As of the end of March 25, with three days to go in the month, the high profile MAN AHL Diversified fund, another London-based quantitatively driven macro fund, was up just 3.56 percent. And with four trading days left in the month, Tudor BVI was up 6.85 percent, better than others but still not great.

These aren’t anomalies. The HFRI Macro (Total) Index was only up 1.43 percent in the quarter while its index of systematic managers was up only around 1.24 percent.

Experts say many of these macro funds should have performed better. In its quarterly report, eVestment said that directional equity strategies fared the best in March and through the quarter, especially those funds targeting Japan and the country’s loose monetary policy. “They are off to their best start on record,” it said, though it did not identify specific funds.

Peter Laurelli, head of industry research at eVestment, says that among large macro funds, chances are one trade cannot dominate a portfolio. Laurelli says that in looking at data from the prototypical large macro funds since November, when the Yen/Nikkei move got started, he sees some funds that have done very well — moving up 6 percent to 10 percent — and some that are down 1 percent to 4 percent, but he declines to provide details.

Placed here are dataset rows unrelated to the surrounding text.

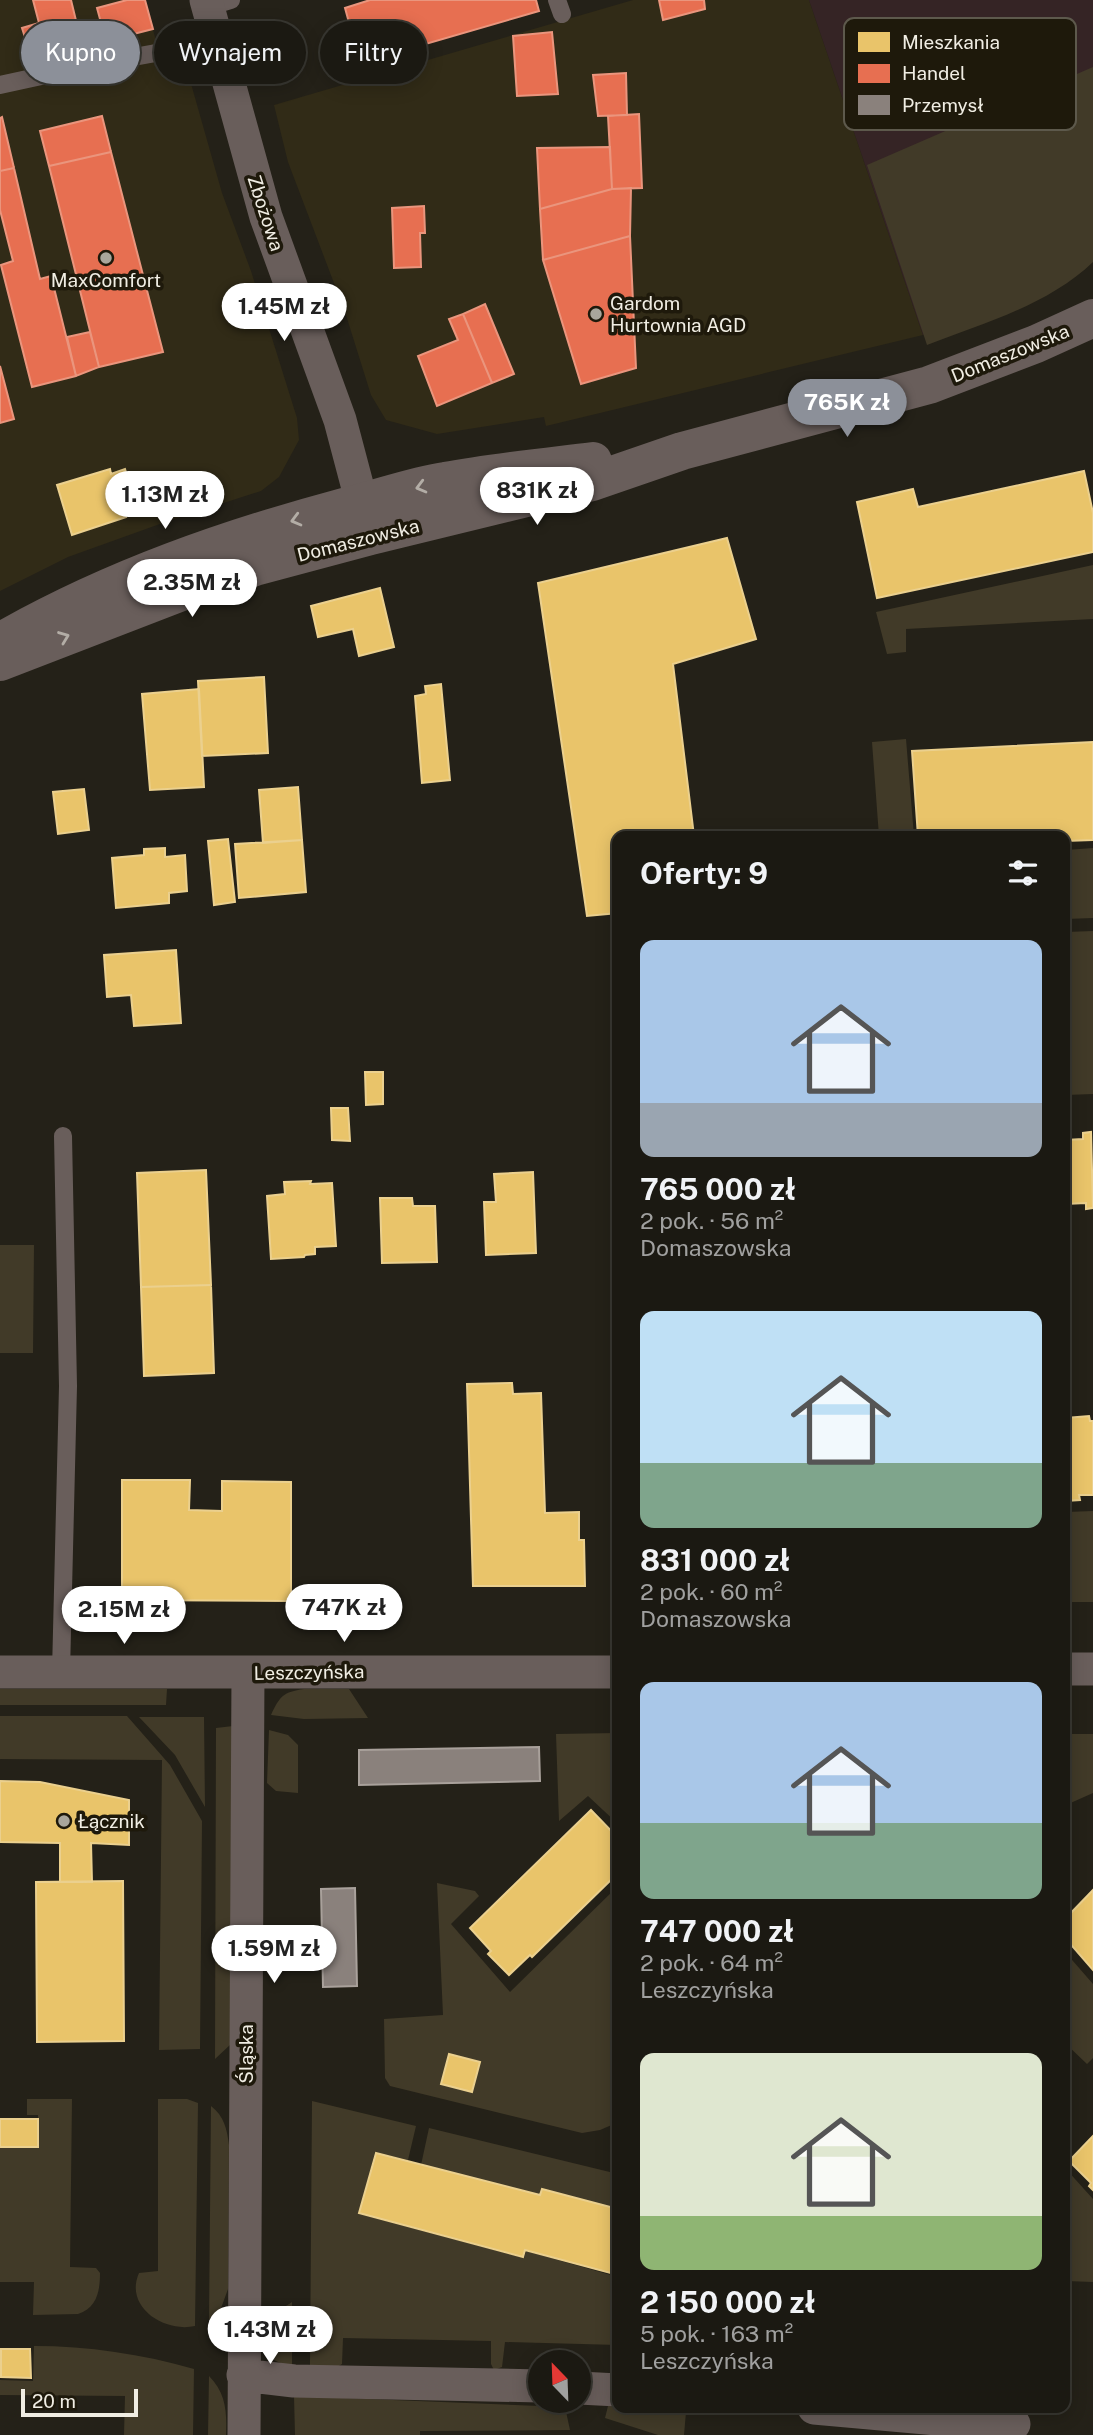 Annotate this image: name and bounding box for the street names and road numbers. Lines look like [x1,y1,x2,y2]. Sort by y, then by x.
street label: Zbożowa [243,172,289,254]
street label: Domaszowska [948,319,1072,387]
street label: Domaszowska [295,514,421,566]
street label: Leszczyńska [254,1660,364,1684]
street label: Śląska [235,2024,257,2084] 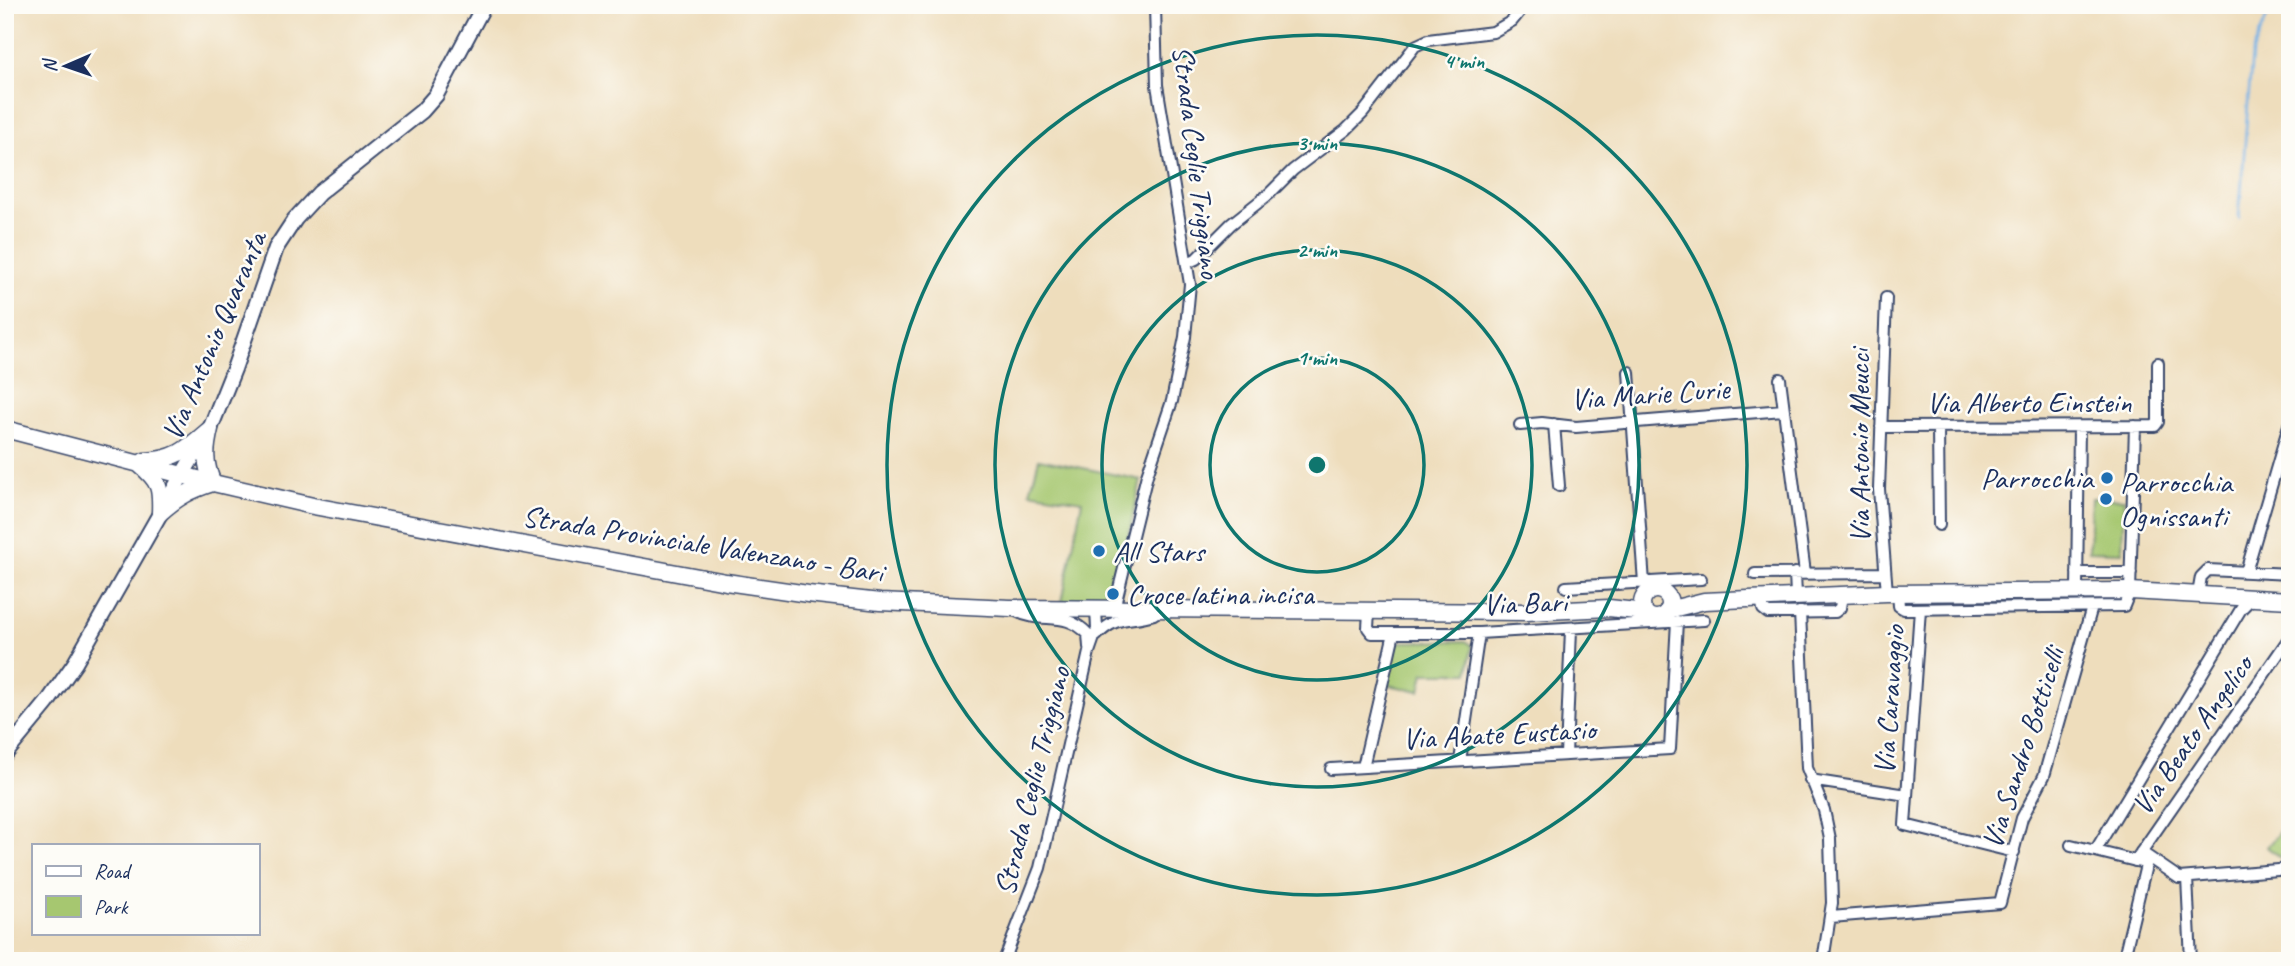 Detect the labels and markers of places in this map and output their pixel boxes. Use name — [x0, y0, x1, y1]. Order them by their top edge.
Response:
centre of rings — [1305, 453, 1329, 477]
place label: Parrocchia — [1981, 459, 2095, 497]
place label: Parrocchia Ognissanti — [2120, 463, 2234, 535]
marker: Parrocchia — [2099, 470, 2115, 486]
marker: Parrocchia Ognissanti — [2098, 491, 2114, 507]
place label: All Stars — [1113, 532, 1207, 570]
marker: All Stars — [1091, 543, 1107, 559]
place label: Croce latina incisa — [1127, 575, 1316, 613]
marker: Croce latina incisa — [1105, 586, 1121, 602] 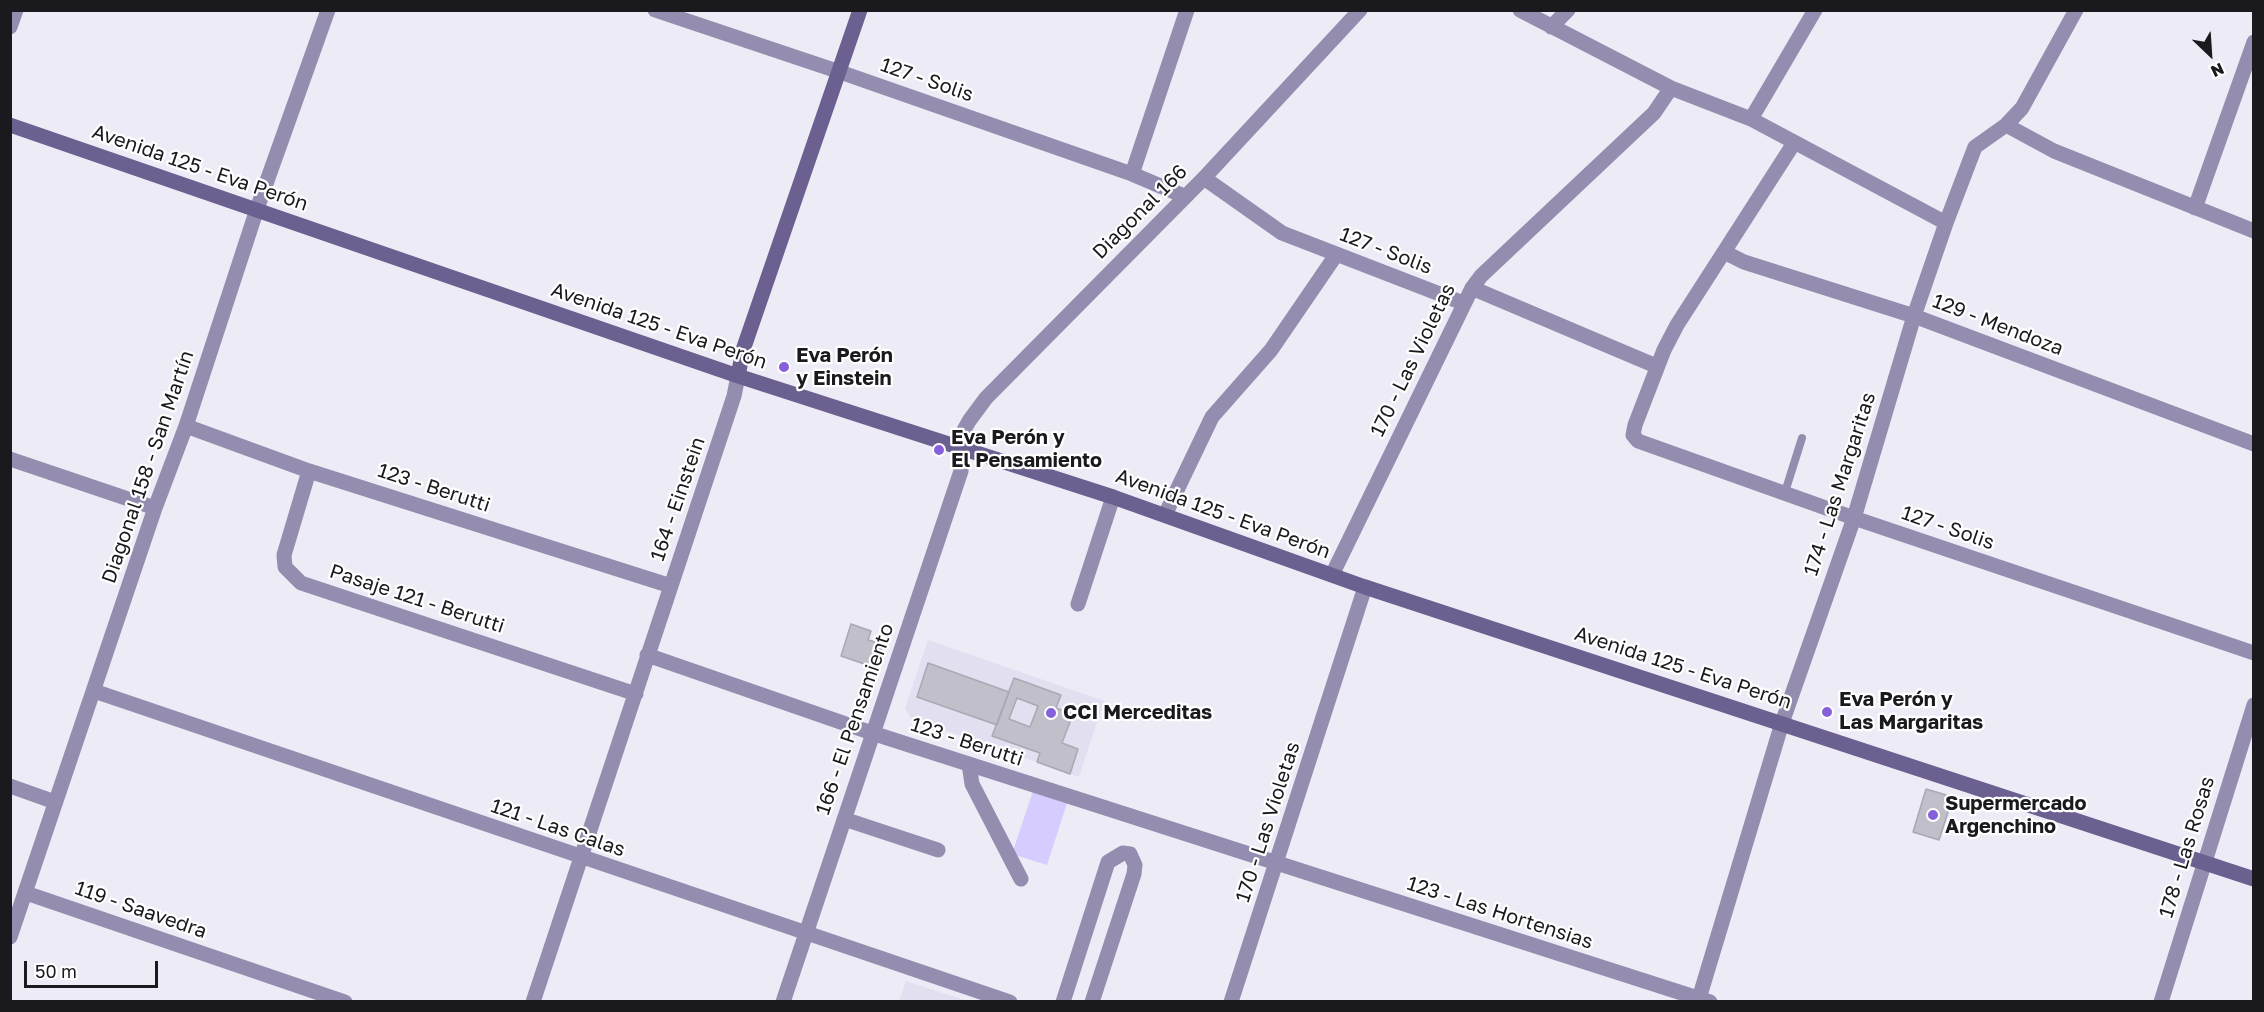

By way of explanation, Larelli points to the spectrum of assets across macro funds, the correlation among certain markets such as oil, gold, ten-year notes or different currency pairs, how dependent many positions are on relative moves across these markets, and the variation in some of these markets, “you can see how one single move won’t always make the major difference, especially if the cause of that move, in this case a dramatic policy shift, has a different, and possibly adverse effect on another position,” says Laurelli.

Still, one prominent multistrategy manager observes that macro funds posting low- to mid-digit returns in the quarter missed the boat. “They should be up more, but they’re not,” he says.

This manager, who requested anonymity, says that these days hedge fund managers in general are more risk-averse and worry about a sudden reversal in the market’s direction. He pins the blame on investors who in recent years have stood guard over monthly returns more closely and made a bigger deal out of them.

“Investors say they don’t want to see funds up 5 percent one month and down 5 percent another month,” this manager says. “They are holding managers back.”